> **Work required**: Reproduce the whole listing, keeping each word unchanged.

> **Information provided**:
━━━━━━━━━━

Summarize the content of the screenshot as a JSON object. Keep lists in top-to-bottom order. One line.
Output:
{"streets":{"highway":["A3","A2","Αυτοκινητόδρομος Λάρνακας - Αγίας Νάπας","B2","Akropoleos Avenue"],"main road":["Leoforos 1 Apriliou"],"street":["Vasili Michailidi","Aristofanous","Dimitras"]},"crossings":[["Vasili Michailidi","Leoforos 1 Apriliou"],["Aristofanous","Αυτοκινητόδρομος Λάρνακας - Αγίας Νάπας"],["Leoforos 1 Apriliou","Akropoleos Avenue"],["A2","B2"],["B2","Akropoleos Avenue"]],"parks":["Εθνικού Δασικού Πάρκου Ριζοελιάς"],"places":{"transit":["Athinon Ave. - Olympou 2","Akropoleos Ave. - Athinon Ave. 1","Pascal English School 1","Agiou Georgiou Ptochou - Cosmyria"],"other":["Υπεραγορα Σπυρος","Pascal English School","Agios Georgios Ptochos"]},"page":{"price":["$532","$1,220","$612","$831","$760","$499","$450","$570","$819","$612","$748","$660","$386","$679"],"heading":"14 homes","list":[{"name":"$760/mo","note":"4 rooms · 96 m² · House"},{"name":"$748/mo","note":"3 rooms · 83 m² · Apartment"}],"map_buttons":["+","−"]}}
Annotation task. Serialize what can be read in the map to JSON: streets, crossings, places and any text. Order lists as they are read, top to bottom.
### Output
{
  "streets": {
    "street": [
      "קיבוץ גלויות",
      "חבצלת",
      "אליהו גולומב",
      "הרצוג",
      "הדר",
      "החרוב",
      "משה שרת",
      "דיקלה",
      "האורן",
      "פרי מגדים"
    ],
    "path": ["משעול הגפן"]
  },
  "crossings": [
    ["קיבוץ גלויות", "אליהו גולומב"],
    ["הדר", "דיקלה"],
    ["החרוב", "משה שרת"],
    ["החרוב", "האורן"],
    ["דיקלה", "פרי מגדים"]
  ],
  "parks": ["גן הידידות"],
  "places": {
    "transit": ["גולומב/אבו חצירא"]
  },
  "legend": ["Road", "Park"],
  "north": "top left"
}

━━━━━━━━━━

> **Reply to the exercise**:
Summarize the content of the screenshot as a JSON object. Keep lists in top-to-bottom order. One line.
Output:
{"streets":{"highway":["A3","A2","Αυτοκινητόδρομος Λάρνακας - Αγίας Νάπας","B2","Akropoleos Avenue"],"main road":["Leoforos 1 Apriliou"],"street":["Vasili Michailidi","Aristofanous","Dimitras"]},"crossings":[["Vasili Michailidi","Leoforos 1 Apriliou"],["Aristofanous","Αυτοκινητόδρομος Λάρνακας - Αγίας Νάπας"],["Leoforos 1 Apriliou","Akropoleos Avenue"],["A2","B2"],["B2","Akropoleos Avenue"]],"parks":["Εθνικού Δασικού Πάρκου Ριζοελιάς"],"places":{"transit":["Athinon Ave. - Olympou 2","Akropoleos Ave. - Athinon Ave. 1","Pascal English School 1","Agiou Georgiou Ptochou - Cosmyria"],"other":["Υπεραγορα Σπυρος","Pascal English School","Agios Georgios Ptochos"]},"page":{"price":["$532","$1,220","$612","$831","$760","$499","$450","$570","$819","$612","$748","$660","$386","$679"],"heading":"14 homes","list":[{"name":"$760/mo","note":"4 rooms · 96 m² · House"},{"name":"$748/mo","note":"3 rooms · 83 m² · Apartment"}],"map_buttons":["+","−"]}}
Annotation task. Serialize what can be read in the map to JSON: streets, crossings, places and any text. Order lists as they are read, top to bottom.
### Output
{
  "streets": {
    "street": [
      "קיבוץ גלויות",
      "חבצלת",
      "אליהו גולומב",
      "הרצוג",
      "הדר",
      "החרוב",
      "משה שרת",
      "דיקלה",
      "האורן",
      "פרי מגדים"
    ],
    "path": ["משעול הגפן"]
  },
  "crossings": [
    ["קיבוץ גלויות", "אליהו גולומב"],
    ["הדר", "דיקלה"],
    ["החרוב", "משה שרת"],
    ["החרוב", "האורן"],
    ["דיקלה", "פרי מגדים"]
  ],
  "parks": ["גן הידידות"],
  "places": {
    "transit": ["גולומב/אבו חצירא"]
  },
  "legend": ["Road", "Park"],
  "north": "top left"
}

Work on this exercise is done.